_Prompt_:
Scan the data below for the string "column". Show every line where it turns up.

--- Data to use ---

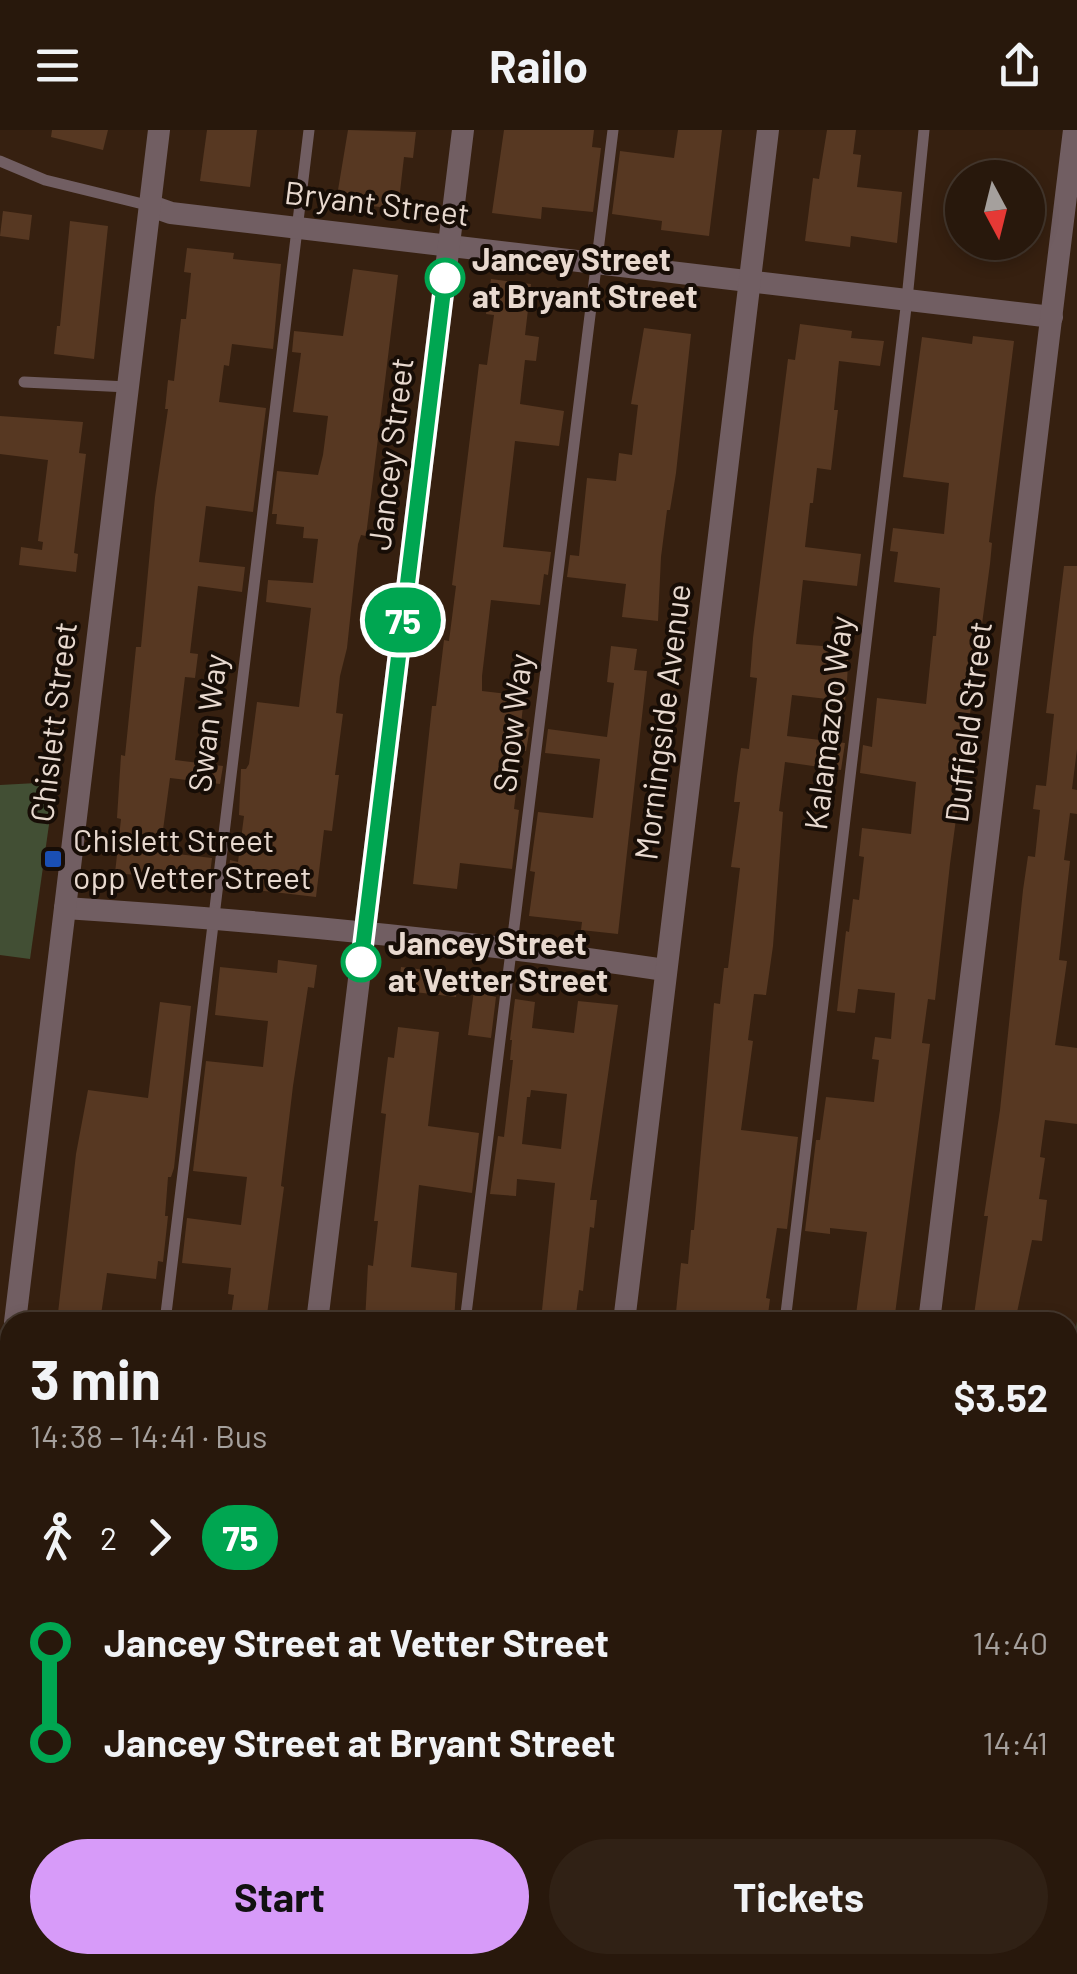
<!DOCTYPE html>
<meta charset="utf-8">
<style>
:root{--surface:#28180c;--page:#302115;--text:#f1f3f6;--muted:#a5a09d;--line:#44372d;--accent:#d79bf9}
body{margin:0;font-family:Barlow,sans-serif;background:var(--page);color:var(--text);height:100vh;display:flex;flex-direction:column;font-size:38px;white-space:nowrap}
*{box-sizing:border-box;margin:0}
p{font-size:32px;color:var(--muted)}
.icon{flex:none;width:55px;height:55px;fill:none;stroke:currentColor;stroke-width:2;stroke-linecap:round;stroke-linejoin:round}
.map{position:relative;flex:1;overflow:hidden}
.details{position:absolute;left:0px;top:1182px;width:1078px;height:662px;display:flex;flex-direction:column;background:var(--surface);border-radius:30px 30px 0 0;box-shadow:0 5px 15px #0003,0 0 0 2px var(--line)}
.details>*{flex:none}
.badge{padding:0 20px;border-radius:32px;font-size:35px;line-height:65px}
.needle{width:65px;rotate:173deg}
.controls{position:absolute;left:945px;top:30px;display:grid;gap:20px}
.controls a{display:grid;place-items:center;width:100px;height:100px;border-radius:50%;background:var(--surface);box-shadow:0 5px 15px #0003,0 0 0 2px var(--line);font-size:50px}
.map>.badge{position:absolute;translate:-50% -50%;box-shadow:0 0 0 5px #fff}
.legs{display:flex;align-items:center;gap:15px;height:110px;padding:0 30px;font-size:32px}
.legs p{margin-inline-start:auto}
.overview{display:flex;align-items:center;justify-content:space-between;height:170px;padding:0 30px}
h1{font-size:55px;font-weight:700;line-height:75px}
.cta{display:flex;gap:20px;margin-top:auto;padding:20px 30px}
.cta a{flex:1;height:115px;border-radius:60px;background:var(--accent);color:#111;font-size:40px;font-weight:700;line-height:115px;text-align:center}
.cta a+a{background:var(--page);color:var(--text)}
ul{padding:0 30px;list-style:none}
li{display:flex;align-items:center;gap:35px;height:100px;font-size:38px}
li i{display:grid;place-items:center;width:15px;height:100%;margin:0 12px;background:currentColor}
li i::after{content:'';width:25px;height:25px;margin:-12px;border:8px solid;border-radius:50%;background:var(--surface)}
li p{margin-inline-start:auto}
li:first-child i{background:linear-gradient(#0000 50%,currentColor 0)}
li:last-child i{background:linear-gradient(currentColor 50%,#0000 0)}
header{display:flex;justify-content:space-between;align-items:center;height:130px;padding:0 30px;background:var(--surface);font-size:45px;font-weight:700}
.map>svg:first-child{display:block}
</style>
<header><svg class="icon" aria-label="menu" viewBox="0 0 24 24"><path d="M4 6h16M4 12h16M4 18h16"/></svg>Railo<svg class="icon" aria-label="share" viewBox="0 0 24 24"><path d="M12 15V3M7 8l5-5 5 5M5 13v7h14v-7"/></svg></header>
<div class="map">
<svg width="1077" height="1844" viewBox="0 0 1077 1844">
<rect width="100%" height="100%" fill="#362010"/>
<g fill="#424f34">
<path d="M55,652L30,829L0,825V655Z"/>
<path d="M1077,1191V1844H1024L992,1835H1068V1256Z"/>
</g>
<g fill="#573822" fill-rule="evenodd">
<path d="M52,0H108L103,20L51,7Z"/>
<path d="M207,0H257L250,57L200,51Z"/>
<path d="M348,0L416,2L413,28L404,27L398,79L336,72Z"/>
<path d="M504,0H594L592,17L601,18L593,82L542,77L541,89L492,83Z"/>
<path d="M678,0H722L709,106L661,100L662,91L612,84L620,21L674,28Z"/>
<path d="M827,0H856L853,24L861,25L857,57L902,62L897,113L851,106L850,117L805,111L813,48L819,49Z"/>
<path d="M3,81L32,85L29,110L0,106Z"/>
<path d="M70,91L108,96L94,229L54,224L57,196H60Z"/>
<path d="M187,118L234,123L233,129L281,134L273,219L232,214L229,236L224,235L219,272L266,278L253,382L206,376L199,432L245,437L242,462L198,456L190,523L198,524L195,548L185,547L175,630L223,636L220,654L170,648L160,722L212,728L209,752L115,743L121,689L117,688L121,625L125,626L136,517H141L155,367L168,279H165L168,250L174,251L181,189H186L191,143L184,142Z"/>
<path d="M353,139L398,145L366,406L361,405L358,414L347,518L340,546L336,583L343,584L335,645H339L332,701L324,700L316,767L231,757L227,754L230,730L238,732L244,686L239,685L241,639H246L249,634L257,572L299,577L311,478L266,472L268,450L313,453L318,409L303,408L304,397L276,394L277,384H272L277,341L318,345L323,325L328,286L293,282L301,223L292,222L294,201L343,206Z"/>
<path d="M491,149L531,154L525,205L539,207L536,231L525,230L520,274L564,281L559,316L515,311L503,417L551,422L548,445L544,444L540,475L491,470L482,546V561L524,566L521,595L530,597L526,621H521L514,679L519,680L512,739L460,733L457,759L413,754L432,576H436L444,510L449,511L456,456L452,455L479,234L487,235L494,185L486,184Z"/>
<path d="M800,194L852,201L851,208L884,211L880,236L839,231L834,280H838L831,340L817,338L813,373H810L805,417L861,424L857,456L803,450L796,514L849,518L847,551L845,571L792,565L787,606L845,613L841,640L785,632L779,681L783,682L773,816L766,865L754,864L748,910L753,911L741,1000L798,1007L787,1099L777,1098L766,1168L770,1169L767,1192H675L681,1133L688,1134L691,1100H694L714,873L720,874L724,838H728L740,738L731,737L740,672H734L737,646L741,618L749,619L757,548L750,547L753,508L788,229L795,230Z"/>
<path d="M644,198L691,204L676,343L670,380H667L661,427L658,491L622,487L626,454L567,447L570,425L579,426L587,348L616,351L619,323L632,325L638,275L631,274Z"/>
<path d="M973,206L1014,211L989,412L992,413L990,434L950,734L935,870L928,869L922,913L930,914L894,1192H855L867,1102L830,1098V1104L805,1101L816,1010H820L826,967L874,972L879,930L872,929L875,907L891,909L895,863L858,859L855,883L837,881L846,801L849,802L853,769L859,770L864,727L859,726L862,698L911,704L916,652L860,643L863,615L872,617L877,568L926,574L933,506H936L940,458L894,452L898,422L890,421L893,398L944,404L949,353L903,347L922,207L972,214Z"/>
<path d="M0,286L83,292L79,323L86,324L74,423L78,424L76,442L19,435L21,417L42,420L43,412L38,411L48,330L0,324Z"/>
<path d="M1064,436H1077V619L1072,659L1077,660V684L1070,683L1064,730L1070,731L1059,830L1067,831L1055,915L1077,918V994L1045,990L1040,1027L1045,1028L1039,1069L1047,1070L1042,1111L1032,1110L1015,1192H973L988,1086H984L1000,980L1023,760L1028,726L1035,727L1040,680L1033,679L1036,655L1046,656L1054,584L1046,583Z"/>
<path d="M611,516L637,519L634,540L647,541L618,804L581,800L582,792L529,786L535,742L530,741L538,682L593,688L600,629L545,623L548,599L607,607L614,553L607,552Z"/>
<path d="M278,830L317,835L314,858L308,857L293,956L281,1056L284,1057L266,1192H230L234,1165L228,1164L231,1138L182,1133L187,1088L241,1095L247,1047L193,1041L206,931L263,937L268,891L215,885L220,837L277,843Z"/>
<path d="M401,837L459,844L456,867L398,860Z"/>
<path d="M475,853L493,855L492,866L496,867L491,908L468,905Z"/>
<path d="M515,869L535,872L532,898L574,903L578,871L618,875L590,1070H597L594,1098L590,1097L583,1161L579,1160L575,1192L541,1190L555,1053L517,1049L516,1066L490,1064L498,1006L504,1007L513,930H510L512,910H510ZM531,960L567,964L561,1019L522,1014L527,967H530Z"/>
<path d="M160,872L191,876L174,1038L171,1047H168L165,1086H168L163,1132L158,1131L156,1149L107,1143L100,1192H57L76,1024L88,960L148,968Z"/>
<path d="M398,897L439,902L428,996L479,1003L472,1063L419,1055L411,1137L457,1143L454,1192L403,1187V1192H365L368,1135L373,1136L378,1091H374L386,984L381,983L388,927L394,928Z"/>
</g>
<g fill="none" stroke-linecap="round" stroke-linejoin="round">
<g stroke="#715e62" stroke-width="11">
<path d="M0,31L45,50L151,76"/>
<path d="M24,252L128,257"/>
<path d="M165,1192L309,0"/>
<path d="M465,1192L613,0"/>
<path d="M785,1192L907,169L924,0"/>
<path d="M88,1844L89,1835"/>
<path d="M389,1844L390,1835"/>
<path d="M705,1844L706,1835"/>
</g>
<g stroke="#715e62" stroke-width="22">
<path d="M151,76L171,83L1052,187"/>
<path d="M65,778C266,791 467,810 665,840"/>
<path d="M15,1192L159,0"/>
<path d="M317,1192L463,0"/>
<path d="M624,1192L768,0"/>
<path d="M929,1192L1074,0"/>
<path d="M0,1320L10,1237"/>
<path d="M0,1377L10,1374"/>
<path d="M237,1844L239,1835"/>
<path d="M546,1844L547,1835"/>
<path d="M849,1844L850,1835"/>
</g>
</g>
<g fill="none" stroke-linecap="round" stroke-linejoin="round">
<defs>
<path id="line-1" d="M361,832L445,148"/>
</defs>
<use href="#line-1" stroke="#fff" stroke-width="22"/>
<use href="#line-1" stroke="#00a651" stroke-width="15"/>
</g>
<g fill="#fff" stroke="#00a651" stroke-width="5">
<circle cx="445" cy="148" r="18"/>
<circle cx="361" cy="832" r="18"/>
</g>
<rect fill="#1a4fb4" stroke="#170d06" stroke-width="4" x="43" y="719" width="20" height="20" rx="5"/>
<g text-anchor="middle" stroke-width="8" stroke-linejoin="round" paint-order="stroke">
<g font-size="32" fill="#e8d9cf" stroke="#170d06">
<text transform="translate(377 74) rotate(7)" y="11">Bryant Street</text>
<text transform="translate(391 324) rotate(-83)" y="11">Jancey Street</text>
<text transform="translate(54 592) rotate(-83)" y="11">Chislett Street</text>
<text transform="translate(663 592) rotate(-83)" y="11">Morningside Avenue</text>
<text transform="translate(969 592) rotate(-83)" y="11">Duffield Street</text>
<text transform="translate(208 593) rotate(-83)" y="11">Swan Way</text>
<text transform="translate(513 593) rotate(-83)" y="11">Snow Way</text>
<text transform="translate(829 593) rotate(-83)" y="11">Kalamazoo Way</text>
</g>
<g font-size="32" font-weight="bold" fill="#e8d9cf" stroke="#170d06" text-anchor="start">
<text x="472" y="141">Jancey Street<tspan x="472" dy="37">at Bryant Street</tspan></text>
<text x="388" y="825">Jancey Street<tspan x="388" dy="37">at Vetter Street</tspan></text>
</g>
<g font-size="32" fill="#e8d9cf" stroke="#170d06" text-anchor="start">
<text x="73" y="722">Chislett Street<tspan x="73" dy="37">opp Vetter Street</tspan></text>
</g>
</g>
</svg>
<div class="controls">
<a><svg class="needle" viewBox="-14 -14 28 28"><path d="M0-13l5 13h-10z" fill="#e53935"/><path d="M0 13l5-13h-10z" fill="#a5a09d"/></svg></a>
</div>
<b class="badge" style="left:403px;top:490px;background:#00a651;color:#fff">75</b>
<section class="details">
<div class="overview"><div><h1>3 min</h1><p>14:38 – 14:41 · Bus</p></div><b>$3.52</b></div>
<div class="legs"><svg class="icon" aria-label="walk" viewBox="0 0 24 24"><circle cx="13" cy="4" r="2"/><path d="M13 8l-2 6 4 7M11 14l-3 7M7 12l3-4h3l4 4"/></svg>2<svg class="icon" aria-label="forward" viewBox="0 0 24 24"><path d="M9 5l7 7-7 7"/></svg><b class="badge" style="background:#00a651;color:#fff">75</b></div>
<ul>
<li><i style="color:#00a651"></i><b>Jancey Street at Vetter Street</b><p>14:40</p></li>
<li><i style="color:#00a651"></i><b>Jancey Street at Bryant Street</b><p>14:41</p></li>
</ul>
<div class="cta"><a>Start</a><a>Tickets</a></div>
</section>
</div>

---

_Written answer_:
body{margin:0;font-family:Barlow,sans-serif;background:var(--page);color:var(--text);height:100vh;display:flex;flex-direction:column;font-size:38px;white-space:nowrap}
.details{position:absolute;left:0px;top:1182px;width:1078px;height:662px;display:flex;flex-direction:column;background:var(--surface);border-radius:30px 30px 0 0;box-shadow:0 5px 15px #0003,0 0 0 2px var(--line)}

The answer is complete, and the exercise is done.